The RHS is not converted to have atomic type.

Right that would be nonsensical because you'd need to load it atomically. The C _Atomic semantics match what C++ std::atomic does:

_Atomic(int) atom;
void ass(int i) {
    atom = i;
}

is the same as:

#include <atomic>
std::atomic<int> atom;
void ass(int i) {
    atom = i;
}

They're meant to be interchangeable.

This warning is meant to warn on C's implicit seq_cst. When I get to writing the C++ version of the warning I'll warn about C++'s implicit seq_cst.

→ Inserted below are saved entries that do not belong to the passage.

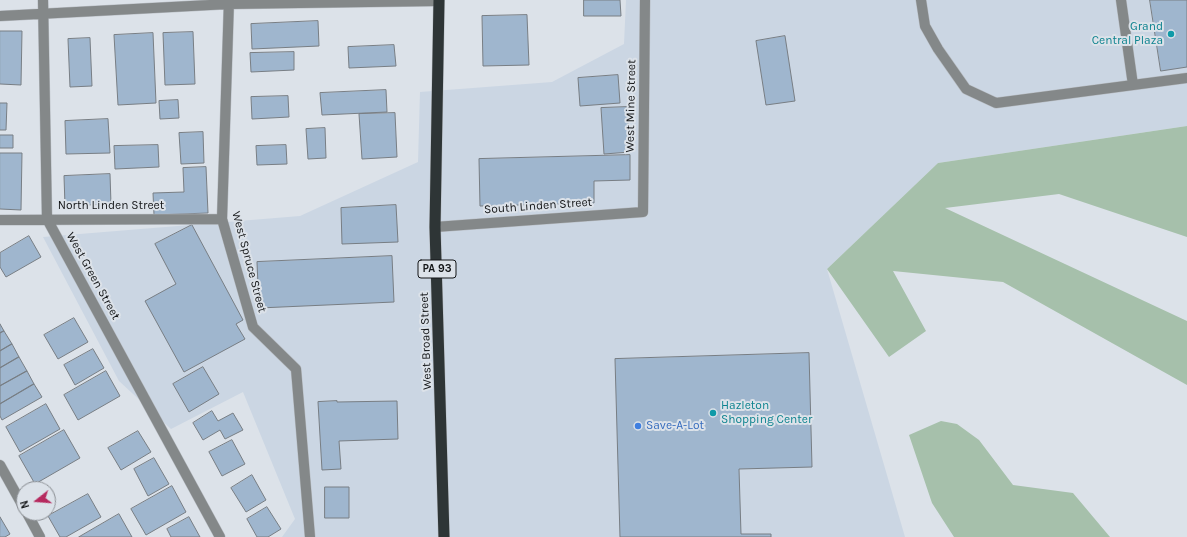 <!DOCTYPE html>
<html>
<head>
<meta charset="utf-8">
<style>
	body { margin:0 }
	#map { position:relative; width:1187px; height:537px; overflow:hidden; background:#dce2e9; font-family:Karla,sans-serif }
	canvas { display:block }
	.north { position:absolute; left:16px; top:481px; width:40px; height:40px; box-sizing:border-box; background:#dce2e9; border:1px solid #8c9095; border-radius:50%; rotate:253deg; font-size:11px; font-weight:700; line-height:16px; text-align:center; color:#131517 }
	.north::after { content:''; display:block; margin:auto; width:14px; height:18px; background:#b6295e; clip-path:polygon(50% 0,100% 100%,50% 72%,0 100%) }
</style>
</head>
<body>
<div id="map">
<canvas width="1187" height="537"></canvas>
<div class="north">N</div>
</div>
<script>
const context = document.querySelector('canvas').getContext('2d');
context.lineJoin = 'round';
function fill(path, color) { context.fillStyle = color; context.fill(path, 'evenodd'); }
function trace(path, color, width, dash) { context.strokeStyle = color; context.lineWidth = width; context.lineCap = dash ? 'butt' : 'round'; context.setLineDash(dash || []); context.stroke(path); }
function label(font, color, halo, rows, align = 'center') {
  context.font = font + ' Karla,sans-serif'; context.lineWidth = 4; context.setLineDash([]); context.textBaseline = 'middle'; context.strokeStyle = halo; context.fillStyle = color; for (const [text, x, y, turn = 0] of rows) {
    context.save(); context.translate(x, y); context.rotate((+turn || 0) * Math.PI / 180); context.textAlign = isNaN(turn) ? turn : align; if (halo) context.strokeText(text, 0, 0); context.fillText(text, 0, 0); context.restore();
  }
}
const built = new Path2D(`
	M626,0H1187V126L938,163L827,269L905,537H282L295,519L243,392L171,429L119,381L43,237L300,216L418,162L420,92L552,82L624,44Z`);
const green = new Path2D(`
	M1187,126V237L1059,194L945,208L1187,321V385L1003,282L893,271L926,331L889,357L827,269L938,163Z
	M941,421L957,424L979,440L1013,485L1073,493L1110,537H954L932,503L909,435Z`);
const building = new Path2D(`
	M584,0H620L621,16H584Z
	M1150,0H1187V67L1161,71Z
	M527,15L529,65L483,66L482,16Z
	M318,21L319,46L252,49L251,24Z
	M0,31H22L21,85L0,84Z
	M193,32L195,84L165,85L163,33Z
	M153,33L156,103L118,105L114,35Z
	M785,36L795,101L766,105L756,41Z
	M90,38L92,86L70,87L68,39Z
	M394,45L396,66L349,68L348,47Z
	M294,52V70L251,72L250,53Z
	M618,75L620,103L580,106L578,78Z
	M386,90L387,112L322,115L320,93Z
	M288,96L289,117L252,119L251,97Z
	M178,100L179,118L160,119L159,101Z
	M0,103H7L6,130H0Z
	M627,107L630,152L604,154L601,108Z
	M395,113L397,157L362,159L359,114Z
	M108,119L110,153L66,154L65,121Z
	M325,128L326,158L308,159L306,129Z
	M203,132L204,163L181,164L179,133Z
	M0,135H13V148H0Z
	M158,145L159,167L115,169L114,146Z
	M286,145L287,164L257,165L256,146Z
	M0,153H22L21,210L0,209Z
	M630,155V180L594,181V203L480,206L479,159Z
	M206,167L208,213L154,215L153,193L184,192L183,168Z
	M110,174L111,204L65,206L64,176Z
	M396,205L398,242L342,244L341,208Z
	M192,225L243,320L236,324L245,339L184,372L145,301L176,284L155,244Z
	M29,236L41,257L6,277L0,267V253Z
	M392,256L394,302L259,308L257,262Z
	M74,318L88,342L58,359L44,335Z
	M0,324L4,331L0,333Z
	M4,331L12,344L0,351V333Z
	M12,344L19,357L0,368V351Z
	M93,349L104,368L75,385L64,365Z
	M809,353L812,467L739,469L741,534H771V537H620L615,359Z
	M19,357L27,371L0,386V368Z
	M203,367L219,394L189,412L173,384Z
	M27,371L34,384L0,404V386Z
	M106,371L120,396L78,420L64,395Z
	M34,384L42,397L2,420L0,416V404Z
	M337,401V402L397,401L398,439L339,441L341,469L322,470L318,402Z
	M46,404L60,429L20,452L6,427Z
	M212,411L218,421L233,413L243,430L225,439L220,430L203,440L193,423Z
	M64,430L80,458L35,484L19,456Z
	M138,431L151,452L121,470L108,448Z
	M232,440L245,464L222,476L209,452Z
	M154,458L169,484L148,496L134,469Z
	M252,475L266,500L246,512L231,488Z
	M172,486L186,512L146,535L131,509Z
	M325,487H349V518H325Z
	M88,494L101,517L66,537H60L48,516Z
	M267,507L281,529L268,537H257L247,519Z
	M119,514L132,537H79Z
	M0,517L10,534L5,537H0Z
	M189,517L200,537H171L167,529Z`);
const service = new Path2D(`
	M921,0L925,26L938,49L966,89L996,103L1133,85L1121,0
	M1133,85L1187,78`);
const minor = new Path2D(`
	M43,0L47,219L220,537
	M229,0L222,219L253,327L296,369L310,537
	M0,16L229,4L439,1
	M0,220L222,219
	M435,227L643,212L645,0
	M0,465L24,508
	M27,513L40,537`);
const trunk = new Path2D(`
	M439,0L435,227L444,537`);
const markers = [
	[1171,34,4,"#0f9aa8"],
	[713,413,4,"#0f9aa8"],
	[638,426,4,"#3f7fe0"]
];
const shields = [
	[437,269,38]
];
const shieldNames = [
	["PA 93",437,269]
];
const cultureNames = [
	["Grand",1163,27],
	["Central Plaza",1163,41],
	["Hazleton",721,406,"left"],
	["Shopping Center",721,420,"left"]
];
const streetNames = [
	["West Mine Street",631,106,-89],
	["North Linden Street",111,206],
	["South Linden Street",538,206,-4],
	["West Spruce Street",249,262,75],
	["West Green Street",93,276,61],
	["West Broad Street",426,341,-92]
];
const shopNames = [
	["Save-A-Lot",646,426]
];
fill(built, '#cbd6e3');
fill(green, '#a6c0ab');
fill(building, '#9fb6ce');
trace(building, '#787e84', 1);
trace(service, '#b8bdc3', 11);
trace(minor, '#b8bdc3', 11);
trace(trunk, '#b8bdc3', 12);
trace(service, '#848889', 10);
trace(minor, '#848889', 10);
trace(trunk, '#2e3536', 11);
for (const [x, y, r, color] of markers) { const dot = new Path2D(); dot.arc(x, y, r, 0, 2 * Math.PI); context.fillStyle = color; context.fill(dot); trace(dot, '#dce2e9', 1.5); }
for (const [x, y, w] of shields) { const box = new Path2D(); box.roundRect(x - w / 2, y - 9, w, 18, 3); context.fillStyle = '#dce2e9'; context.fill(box); trace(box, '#131517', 1); }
label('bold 11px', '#131517', null, shieldNames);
label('12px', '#0d838f', '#dce2e9', cultureNames, 'right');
label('12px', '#131517', '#dce2e9', streetNames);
label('12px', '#366cbe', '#dce2e9', shopNames, 'left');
</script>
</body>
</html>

jfb updated this revision to Diff 163577.Aug 31 2018, 12:38 PM
  • Don't diagnose initialization, only assignment.
rjmccall added inline comments.Aug 31 2018, 11:15 PM
lib/Sema/SemaChecking.cpp
4955

I guess all the other places in this function are diagnosing at the end location, so we should probably just be consistent. Sorry for the run-around.

10433

Why are the operator-driven diagnostics here all pointing at the LHS instead of at the operator?

10697

When pointing at an arbitrary expression, it's generally consider best to point at its caret location — the result of getLoc() — and then highlight its source range.

11000

Can you explain this one?

jfb updated this revision to Diff 164235.Sep 6 2018, 10:09 AM
jfb marked 4 inline comments as done.
  • Address comments.
lib/Sema/SemaChecking.cpp
11000

It would produce duplicate warnings of !, &&, ||, and condition for ? :. Bool-like conversion is a special case of implicit conversion, which we already check elsewhere.

rjmccall accepted this revision.Sep 10 2018, 9:02 AM

LGTM.

lib/Sema/SemaChecking.cpp
11000

I see, makes sense.

This revision is now accepted and ready to land.Sep 10 2018, 9:02 AM
This revision was automatically updated to reflect the committed changes.